Paul Berry, a coordinator on the county’s Youth Action Board, which is comprised of youth who are currently or formerly homeless, said that young people will be involved in the decision-making process for how the county will spend the grant.
“All projects have to come to the Youth Action Board first and foremost before they’re sent anywhere else,” Berry said. “We have to vote on (the projects) for them to even take action anywhere.”
Coco Auerswald, a campus professor of community health sciences, said young people make up about one-fifth to one-fourth of people experiencing homelessness, but receive less than 5% of funding overall.
Auerswald added that more than 50% of adults who are homeless first became homeless as youth.
According to Auerswald, Berkeley is lacking in resources and a shelter for homeless youth.
“This grant is important because there’s a lot of homeless youth out there in the community who don’t have resources or don’t even know how to access resources,” said Antonio Pizano, a peer mentor for the Youth Action Board. “Hopefully, with this grant, we can support and educate those youth with a peer-led model.”
According to Alameda County spokesperson Jerri Applegate Randrup, the grant will be allocated toward several projects as identified by the community during the grant application process.
These include youth-specific access points, housing supports such as subsidies and services, peer programs with career opportunities, vocational programs with education connections and 24/7 resources.
Auerswald also noted the need to pay attention to the number of students on campus experiencing homelessness, as it affects a “large percentage” of them.

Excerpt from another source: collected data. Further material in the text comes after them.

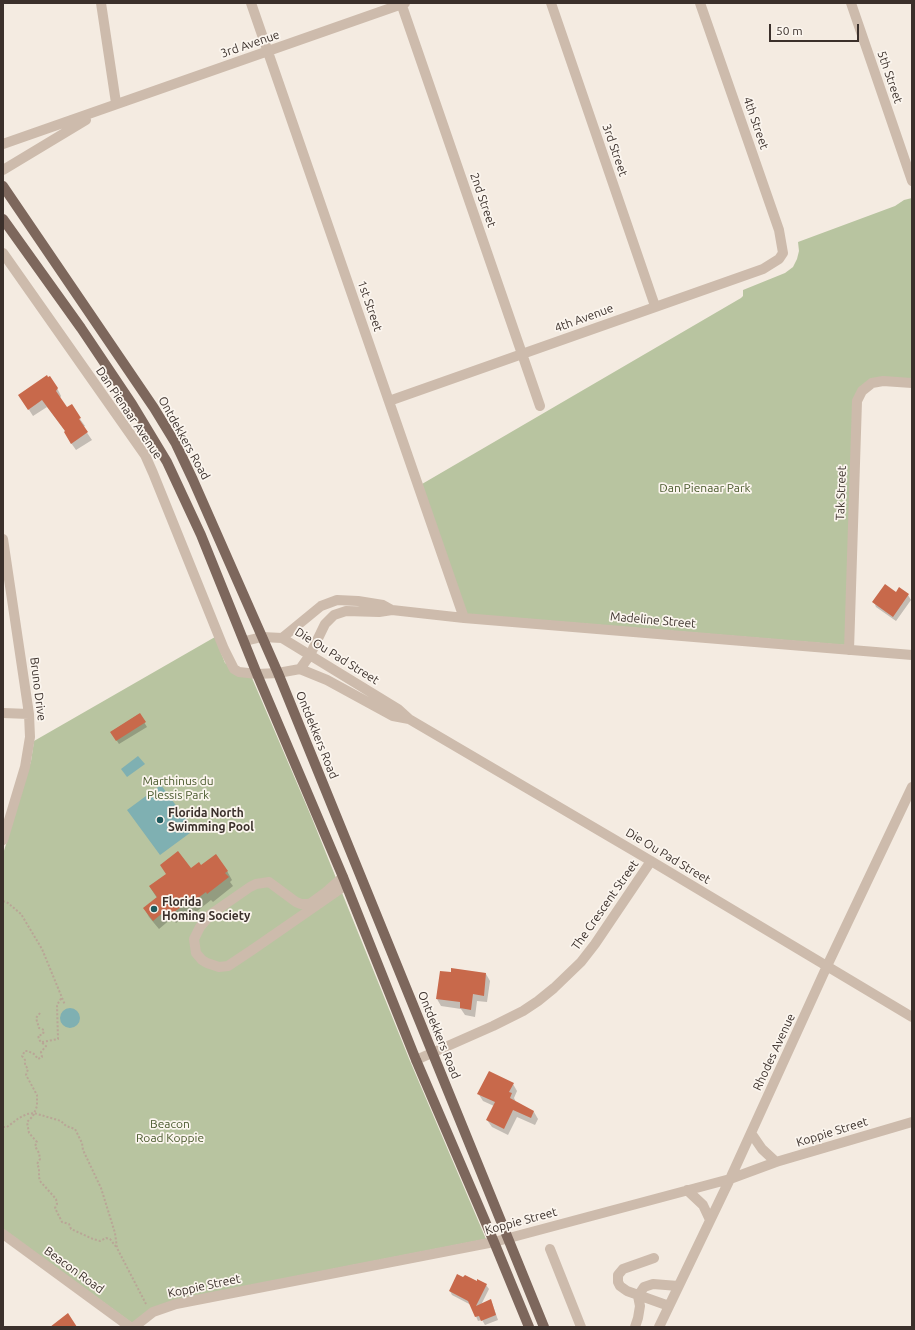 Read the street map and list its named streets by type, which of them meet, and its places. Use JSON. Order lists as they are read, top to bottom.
{
  "streets": {
    "main road": ["Ontdekkers Road"],
    "street": [
      "3rd Avenue",
      "5th Street",
      "4th Street",
      "3rd Street",
      "2nd Street",
      "1st Street",
      "4th Avenue",
      "Dan Pienaar Avenue",
      "Tak Street",
      "Madeline Street",
      "Die Ou Pad Street",
      "Bruno Drive",
      "The Crescent Street",
      "Rhodes Avenue",
      "Koppie Street",
      "Beacon Road"
    ]
  },
  "crossings": [
    ["3rd Avenue", "2nd Street"],
    ["3rd Avenue", "1st Street"],
    ["4th Street", "4th Avenue"],
    ["3rd Street", "4th Avenue"],
    ["2nd Street", "4th Avenue"],
    ["1st Street", "4th Avenue"],
    ["1st Street", "Madeline Street"],
    ["Ontdekkers Road", "Die Ou Pad Street"],
    ["Ontdekkers Road", "The Crescent Street"],
    ["Ontdekkers Road", "Koppie Street"],
    ["Tak Street", "Madeline Street"],
    ["Madeline Street", "Die Ou Pad Street"],
    ["Die Ou Pad Street", "The Crescent Street"],
    ["Die Ou Pad Street", "Rhodes Avenue"],
    ["Rhodes Avenue", "Koppie Street"]
  ],
  "parks": ["Dan Pienaar Park", "Marthinus du Plessis Park", "Beacon Road Koppie"],
  "places": ["Florida North Swimming Pool", "Florida Homing Society"],
  "scale_bar": "50 m"
} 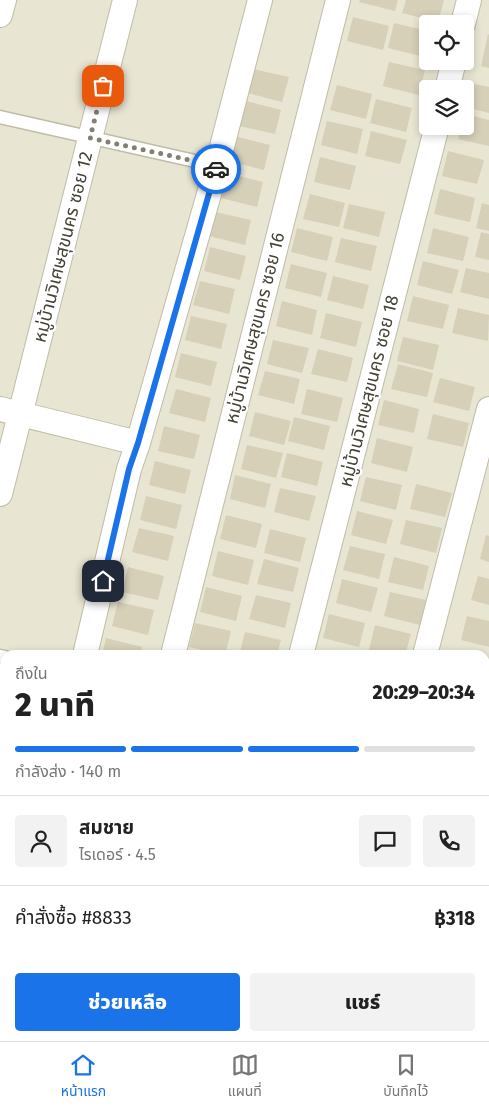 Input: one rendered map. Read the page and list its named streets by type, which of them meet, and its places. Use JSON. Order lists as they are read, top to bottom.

“It’s really important to emphasize that we will not be able to vanquish homelessness in any age group until we address the stigma and community pushback that exists,” Auerswald said. “That stigma and community pushback is alive and well on the Berkeley campus, both from an administrative standpoint but also among students. It’s really important that we pay attention to that challenge in our own community and not just point outside.”